***** Given records

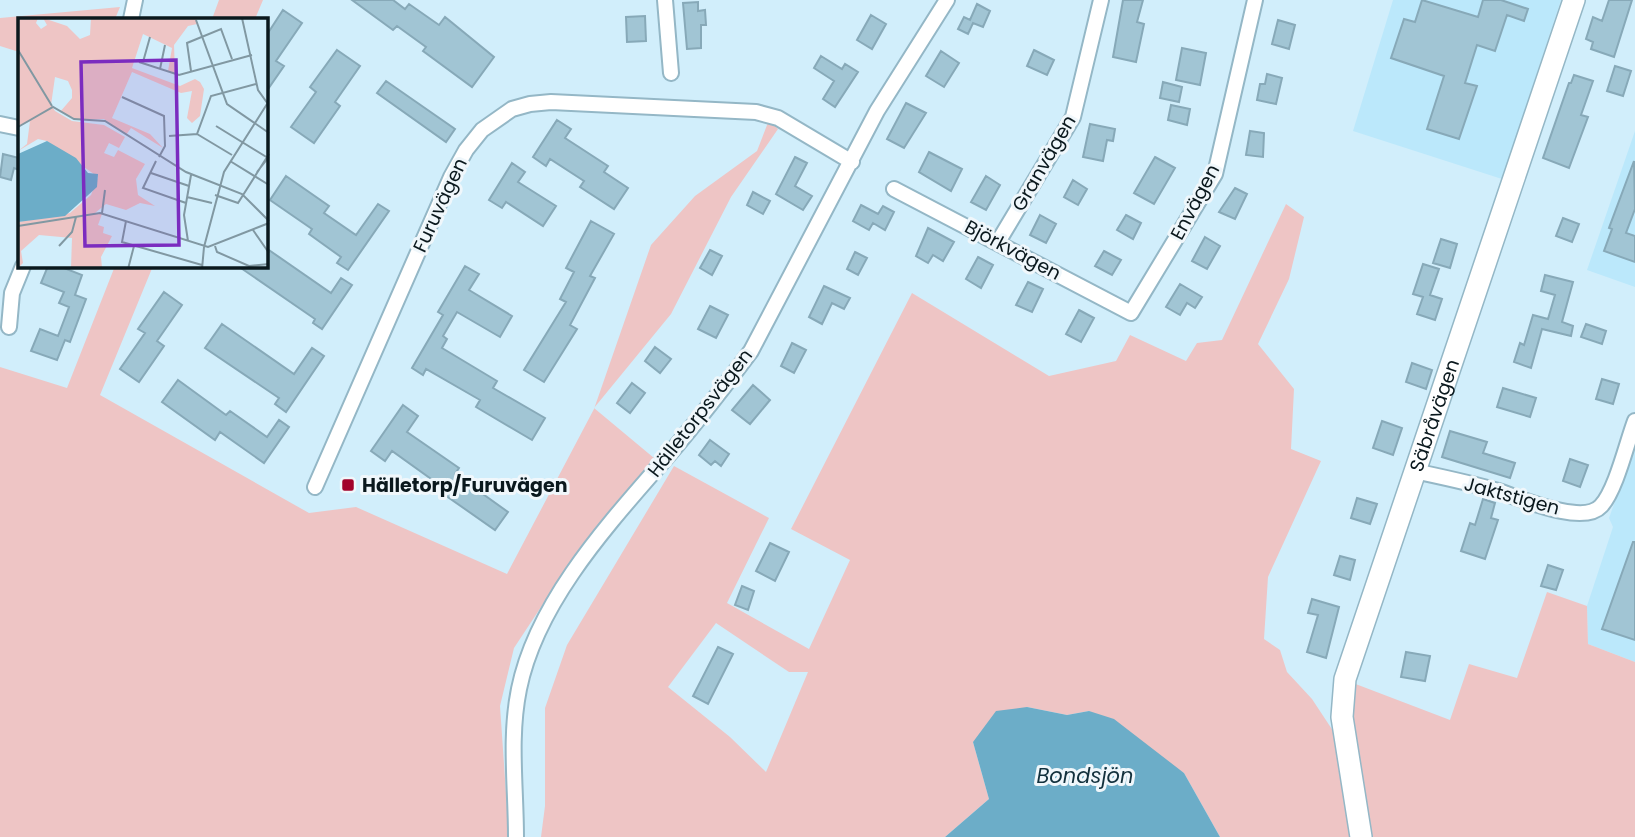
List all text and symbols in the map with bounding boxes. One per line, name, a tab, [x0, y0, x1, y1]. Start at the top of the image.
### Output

**********
***** Given records

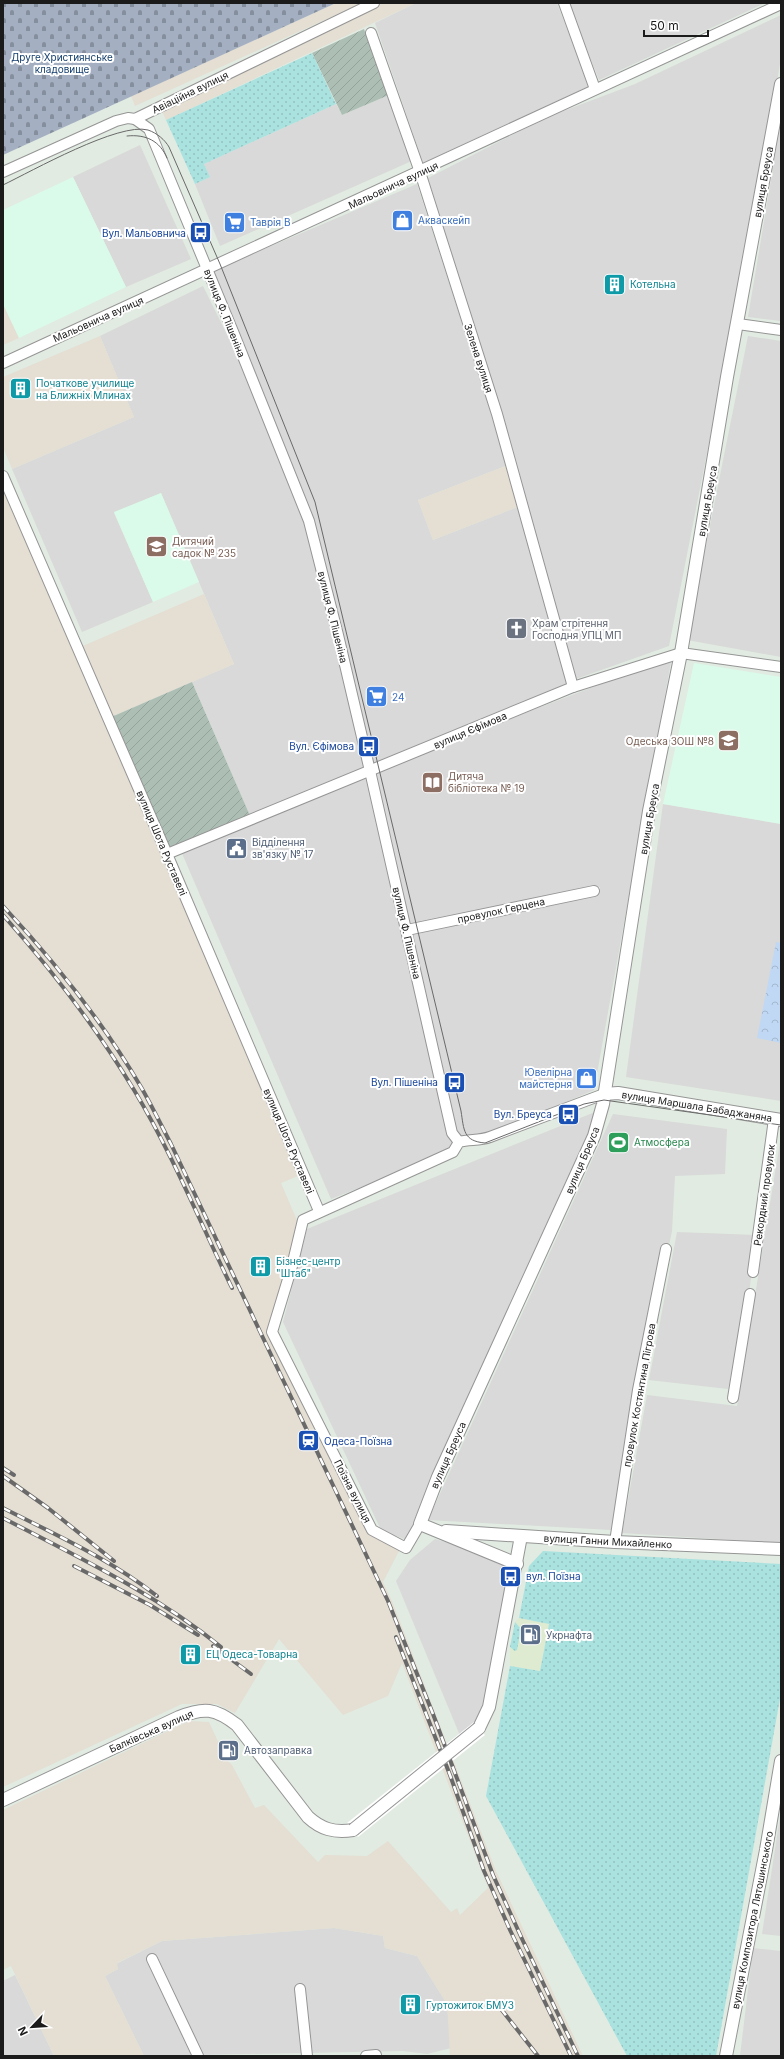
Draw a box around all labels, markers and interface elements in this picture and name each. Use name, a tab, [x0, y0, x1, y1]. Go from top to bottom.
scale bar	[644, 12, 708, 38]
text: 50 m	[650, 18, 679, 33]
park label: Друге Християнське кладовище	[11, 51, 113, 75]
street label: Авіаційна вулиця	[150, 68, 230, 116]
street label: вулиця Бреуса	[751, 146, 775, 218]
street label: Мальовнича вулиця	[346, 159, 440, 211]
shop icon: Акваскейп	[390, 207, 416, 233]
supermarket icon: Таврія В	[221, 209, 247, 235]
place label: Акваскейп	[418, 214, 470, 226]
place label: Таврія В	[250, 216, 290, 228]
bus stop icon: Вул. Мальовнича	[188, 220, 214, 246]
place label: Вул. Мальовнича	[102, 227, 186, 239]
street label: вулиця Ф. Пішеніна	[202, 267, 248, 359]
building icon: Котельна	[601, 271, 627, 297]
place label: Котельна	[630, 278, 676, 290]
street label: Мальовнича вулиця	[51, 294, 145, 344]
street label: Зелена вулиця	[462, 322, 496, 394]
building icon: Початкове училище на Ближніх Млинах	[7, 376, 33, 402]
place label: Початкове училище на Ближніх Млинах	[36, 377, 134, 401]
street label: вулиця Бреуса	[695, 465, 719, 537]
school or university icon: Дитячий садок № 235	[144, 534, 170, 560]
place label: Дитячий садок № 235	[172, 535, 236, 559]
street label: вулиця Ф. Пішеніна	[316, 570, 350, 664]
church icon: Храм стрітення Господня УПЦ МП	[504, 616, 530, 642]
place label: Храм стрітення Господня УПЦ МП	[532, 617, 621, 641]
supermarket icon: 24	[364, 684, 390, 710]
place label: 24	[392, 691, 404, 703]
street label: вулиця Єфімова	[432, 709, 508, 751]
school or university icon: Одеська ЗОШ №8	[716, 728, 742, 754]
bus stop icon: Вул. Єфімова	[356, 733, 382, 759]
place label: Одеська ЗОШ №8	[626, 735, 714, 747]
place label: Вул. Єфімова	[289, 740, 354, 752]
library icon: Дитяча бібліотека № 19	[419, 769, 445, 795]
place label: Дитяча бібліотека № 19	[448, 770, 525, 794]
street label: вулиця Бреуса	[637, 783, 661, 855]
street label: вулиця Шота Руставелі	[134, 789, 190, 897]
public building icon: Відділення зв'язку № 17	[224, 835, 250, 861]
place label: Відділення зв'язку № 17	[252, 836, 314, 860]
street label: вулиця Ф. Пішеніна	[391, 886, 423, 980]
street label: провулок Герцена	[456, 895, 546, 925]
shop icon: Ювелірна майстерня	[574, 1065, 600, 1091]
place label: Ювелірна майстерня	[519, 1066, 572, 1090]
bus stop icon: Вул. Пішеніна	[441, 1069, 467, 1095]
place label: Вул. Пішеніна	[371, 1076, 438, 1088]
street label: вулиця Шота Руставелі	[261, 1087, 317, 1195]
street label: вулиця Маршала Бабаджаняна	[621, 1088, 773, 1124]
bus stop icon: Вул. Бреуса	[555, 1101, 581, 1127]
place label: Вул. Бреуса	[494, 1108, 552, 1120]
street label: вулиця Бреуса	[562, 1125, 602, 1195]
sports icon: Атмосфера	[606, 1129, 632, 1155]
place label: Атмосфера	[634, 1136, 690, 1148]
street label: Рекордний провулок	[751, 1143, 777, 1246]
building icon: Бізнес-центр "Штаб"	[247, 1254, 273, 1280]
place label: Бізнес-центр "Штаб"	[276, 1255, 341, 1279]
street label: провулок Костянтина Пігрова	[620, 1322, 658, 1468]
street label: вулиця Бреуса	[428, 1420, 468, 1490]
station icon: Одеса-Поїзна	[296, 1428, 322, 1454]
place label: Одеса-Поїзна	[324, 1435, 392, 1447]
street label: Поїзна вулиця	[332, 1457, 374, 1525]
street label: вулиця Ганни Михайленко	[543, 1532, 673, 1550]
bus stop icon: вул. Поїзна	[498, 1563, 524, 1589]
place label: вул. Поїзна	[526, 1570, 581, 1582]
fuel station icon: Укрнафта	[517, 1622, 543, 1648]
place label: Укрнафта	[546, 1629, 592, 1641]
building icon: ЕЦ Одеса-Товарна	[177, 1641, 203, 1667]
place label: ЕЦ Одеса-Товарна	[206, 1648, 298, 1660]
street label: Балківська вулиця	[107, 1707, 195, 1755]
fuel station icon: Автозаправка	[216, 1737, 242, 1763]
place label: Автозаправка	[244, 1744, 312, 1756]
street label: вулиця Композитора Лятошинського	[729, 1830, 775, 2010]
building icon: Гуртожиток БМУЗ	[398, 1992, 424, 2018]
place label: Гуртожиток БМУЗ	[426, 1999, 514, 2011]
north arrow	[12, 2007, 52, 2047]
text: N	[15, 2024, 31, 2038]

**********
***** Given records

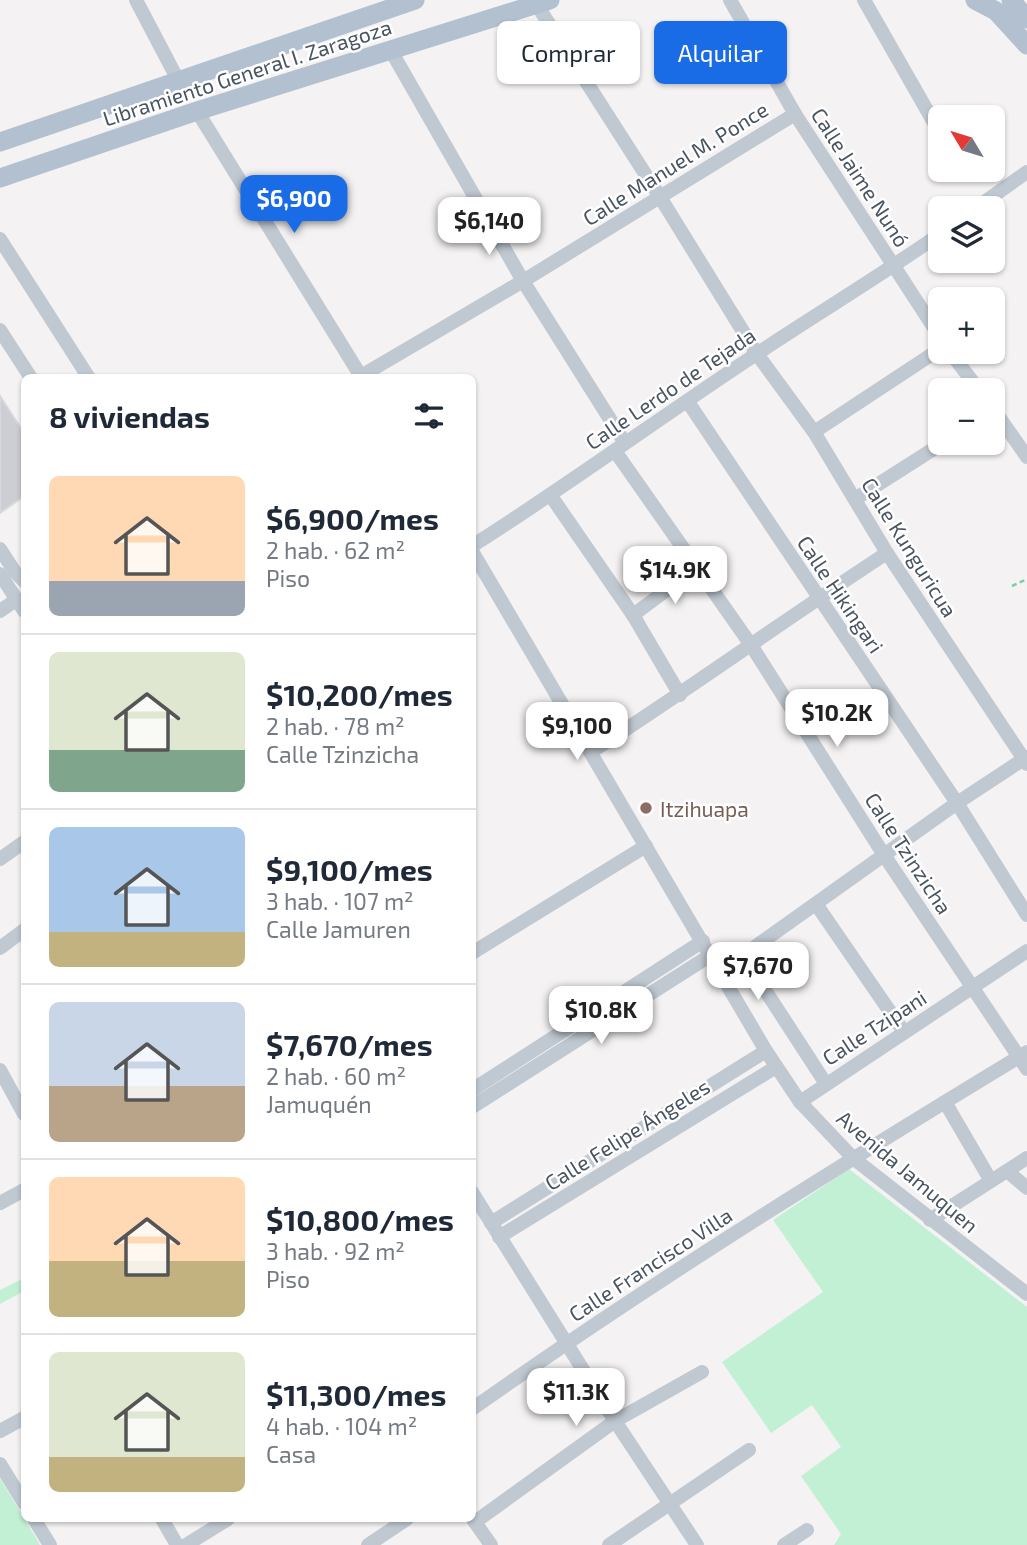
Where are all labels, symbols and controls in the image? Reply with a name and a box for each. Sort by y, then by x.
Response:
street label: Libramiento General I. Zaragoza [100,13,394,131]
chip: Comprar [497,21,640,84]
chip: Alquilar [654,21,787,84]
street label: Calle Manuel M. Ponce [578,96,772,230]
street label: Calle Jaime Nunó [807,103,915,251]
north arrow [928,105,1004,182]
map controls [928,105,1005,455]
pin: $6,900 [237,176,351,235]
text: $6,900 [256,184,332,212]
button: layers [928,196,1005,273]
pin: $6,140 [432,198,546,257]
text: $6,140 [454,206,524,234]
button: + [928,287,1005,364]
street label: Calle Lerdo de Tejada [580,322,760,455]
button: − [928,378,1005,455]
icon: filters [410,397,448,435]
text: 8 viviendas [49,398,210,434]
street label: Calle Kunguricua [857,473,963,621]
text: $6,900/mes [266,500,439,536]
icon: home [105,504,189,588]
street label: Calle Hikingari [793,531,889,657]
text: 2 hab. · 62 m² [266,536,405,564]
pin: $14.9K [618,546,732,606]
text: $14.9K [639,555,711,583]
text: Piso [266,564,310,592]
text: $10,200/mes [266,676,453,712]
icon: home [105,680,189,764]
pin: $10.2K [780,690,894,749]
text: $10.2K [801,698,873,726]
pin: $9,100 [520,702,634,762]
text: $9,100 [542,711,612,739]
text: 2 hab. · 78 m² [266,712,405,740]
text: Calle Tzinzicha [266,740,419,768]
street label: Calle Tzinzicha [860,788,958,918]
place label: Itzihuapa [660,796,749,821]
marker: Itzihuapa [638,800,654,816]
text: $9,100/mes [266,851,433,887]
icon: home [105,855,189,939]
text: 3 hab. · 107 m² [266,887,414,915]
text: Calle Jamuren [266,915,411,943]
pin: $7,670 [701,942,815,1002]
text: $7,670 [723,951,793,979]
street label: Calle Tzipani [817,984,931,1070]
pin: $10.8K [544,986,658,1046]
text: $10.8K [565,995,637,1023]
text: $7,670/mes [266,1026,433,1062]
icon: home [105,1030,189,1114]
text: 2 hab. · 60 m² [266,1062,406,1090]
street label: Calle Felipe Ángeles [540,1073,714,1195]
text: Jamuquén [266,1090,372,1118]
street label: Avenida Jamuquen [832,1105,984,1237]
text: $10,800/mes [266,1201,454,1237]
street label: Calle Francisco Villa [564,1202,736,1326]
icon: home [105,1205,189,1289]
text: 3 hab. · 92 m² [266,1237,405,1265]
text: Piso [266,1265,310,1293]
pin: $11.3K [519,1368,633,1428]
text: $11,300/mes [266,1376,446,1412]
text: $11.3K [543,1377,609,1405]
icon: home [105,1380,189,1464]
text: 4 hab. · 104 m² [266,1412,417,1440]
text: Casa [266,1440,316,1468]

**********

**Directions**
Pick out every line above that contains the word "symbols" and copy it.

**Reply to the exercise**
List all text and symbols in the map with bounding boxes. One per line, name, a tab, [x0, y0, x1, y1]. Start at the top of the image.
Where are all labels, symbols and controls in the image? Reply with a name and a box for each. Sort by y, then by x.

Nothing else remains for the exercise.